Total protein extracts were prepared from 1 well of 6-well plate dish. Cells were washed once with ice-cold PBS and scraped into 1 ml of PBS. The suspension was centrifuged (2,300x g/5 min/4°C) and the pellet was resuspended in 150 μl of ice-cold lysis buffer (150 mM NaCl; 10 mM Tris pH 7.2; anti-protease and anti-phosphatase cocktails, 1% (v/v) Triton X-100; 1% (v/v) sodium deoxycholate; 5 mM EDTA). The mixture was vortexed and incubated for 10 min on ice and then centrifuged (15,700x g/13 min/4°C). Supernatant was collected and the protein content was determined by the Bradford reagent.
Isolation of cytosolic and nuclear extract was performed with the use of Nuclear extract kit (Active Motif; 40010) according to the manufacturer's protocol.
SDS-PAGE gels (10%) were run on a BioRad apparatus according to the general procedure followed by the protein transfer onto PVDF membrane. The membrane was saturated with 5% non-fat dried milk for 1 h at room temperature in 1x TBS-Tween20 (0.5%). Blots were probed with primary antibodies against AR (mouse monoclonal, sc-7305, 441, diluted 1:500, lot H3112) and actin (mouse monoclonal, sc-47778, C4, lot K1414), both purchased from Santa Cruz Biotechnology and with p-JNK (rabbit polyclonal,9251, lot 3, diluted 1:1000), JNK (rabbit polyclonal; 9252, lot 9, diluted 1:1000), both purchased from Cell Signaling Technology, overnight at 4°C. Chemiluminescence detection was performed using horseradish peroxidase-conjugated secondary antibodies (Santa Cruz Biotechnology) and Western Sure Premium Chemiluminescent Substrate (C60429, LiCor). Densitometric analyses were performed with the C-DiGit Chemiluminescent Western Blot Scanner and Image Studio Digits software, both from LiCor.

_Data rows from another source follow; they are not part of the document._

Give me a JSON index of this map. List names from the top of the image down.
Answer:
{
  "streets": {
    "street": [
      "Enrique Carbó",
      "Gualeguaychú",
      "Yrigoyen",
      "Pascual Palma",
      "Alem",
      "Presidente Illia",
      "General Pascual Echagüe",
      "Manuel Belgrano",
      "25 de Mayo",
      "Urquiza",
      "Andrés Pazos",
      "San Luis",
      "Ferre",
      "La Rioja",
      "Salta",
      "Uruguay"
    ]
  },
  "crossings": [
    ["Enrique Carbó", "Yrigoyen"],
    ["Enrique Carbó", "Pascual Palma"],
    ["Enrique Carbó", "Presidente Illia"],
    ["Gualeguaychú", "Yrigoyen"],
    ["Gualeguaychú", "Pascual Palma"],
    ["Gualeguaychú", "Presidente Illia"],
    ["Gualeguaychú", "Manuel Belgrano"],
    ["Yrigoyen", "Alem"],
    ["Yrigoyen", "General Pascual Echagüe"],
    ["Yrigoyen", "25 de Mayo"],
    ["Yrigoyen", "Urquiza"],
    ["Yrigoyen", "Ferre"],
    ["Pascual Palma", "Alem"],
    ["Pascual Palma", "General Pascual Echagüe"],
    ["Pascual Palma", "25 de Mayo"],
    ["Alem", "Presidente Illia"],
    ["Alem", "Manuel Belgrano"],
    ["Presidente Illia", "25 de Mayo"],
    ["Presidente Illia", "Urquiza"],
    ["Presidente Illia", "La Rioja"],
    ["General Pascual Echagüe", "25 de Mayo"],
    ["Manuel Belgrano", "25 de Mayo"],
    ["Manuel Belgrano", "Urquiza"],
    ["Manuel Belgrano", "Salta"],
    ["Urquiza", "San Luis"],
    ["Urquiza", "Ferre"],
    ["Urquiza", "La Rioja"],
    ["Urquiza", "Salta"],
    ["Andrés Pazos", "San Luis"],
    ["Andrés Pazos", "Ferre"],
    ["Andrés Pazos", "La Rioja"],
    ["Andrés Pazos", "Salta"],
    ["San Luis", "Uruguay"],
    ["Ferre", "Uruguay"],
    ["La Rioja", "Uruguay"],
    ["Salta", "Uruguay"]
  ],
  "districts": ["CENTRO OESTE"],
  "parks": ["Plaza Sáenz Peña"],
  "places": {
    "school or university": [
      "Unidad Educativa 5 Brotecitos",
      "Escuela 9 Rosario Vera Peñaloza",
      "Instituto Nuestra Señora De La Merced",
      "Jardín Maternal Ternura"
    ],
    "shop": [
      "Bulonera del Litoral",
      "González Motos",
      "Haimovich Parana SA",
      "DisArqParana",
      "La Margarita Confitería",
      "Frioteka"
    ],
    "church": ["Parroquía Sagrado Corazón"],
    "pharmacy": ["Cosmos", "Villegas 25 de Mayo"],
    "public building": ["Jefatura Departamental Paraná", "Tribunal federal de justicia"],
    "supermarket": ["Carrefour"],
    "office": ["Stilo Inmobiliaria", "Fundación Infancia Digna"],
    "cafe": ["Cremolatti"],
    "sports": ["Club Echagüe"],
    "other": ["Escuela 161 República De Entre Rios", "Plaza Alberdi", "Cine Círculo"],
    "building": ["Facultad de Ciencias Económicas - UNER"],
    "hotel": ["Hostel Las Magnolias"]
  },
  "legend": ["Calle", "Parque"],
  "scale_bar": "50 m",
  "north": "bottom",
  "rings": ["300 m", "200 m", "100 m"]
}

Differences between the groups were compared using the Student's unpaired two-tailed t-test. Two-way analysis of variance with a Dunnett's post hoc test was applied to the data if more than two groups were analysed. All of the statistical analyses were performed using GRAPH-PAD PRISM 6 software (GraphPad Software Inc., San Diego, CA, USA). A P-value of <0.05 was considered to be statistically significant.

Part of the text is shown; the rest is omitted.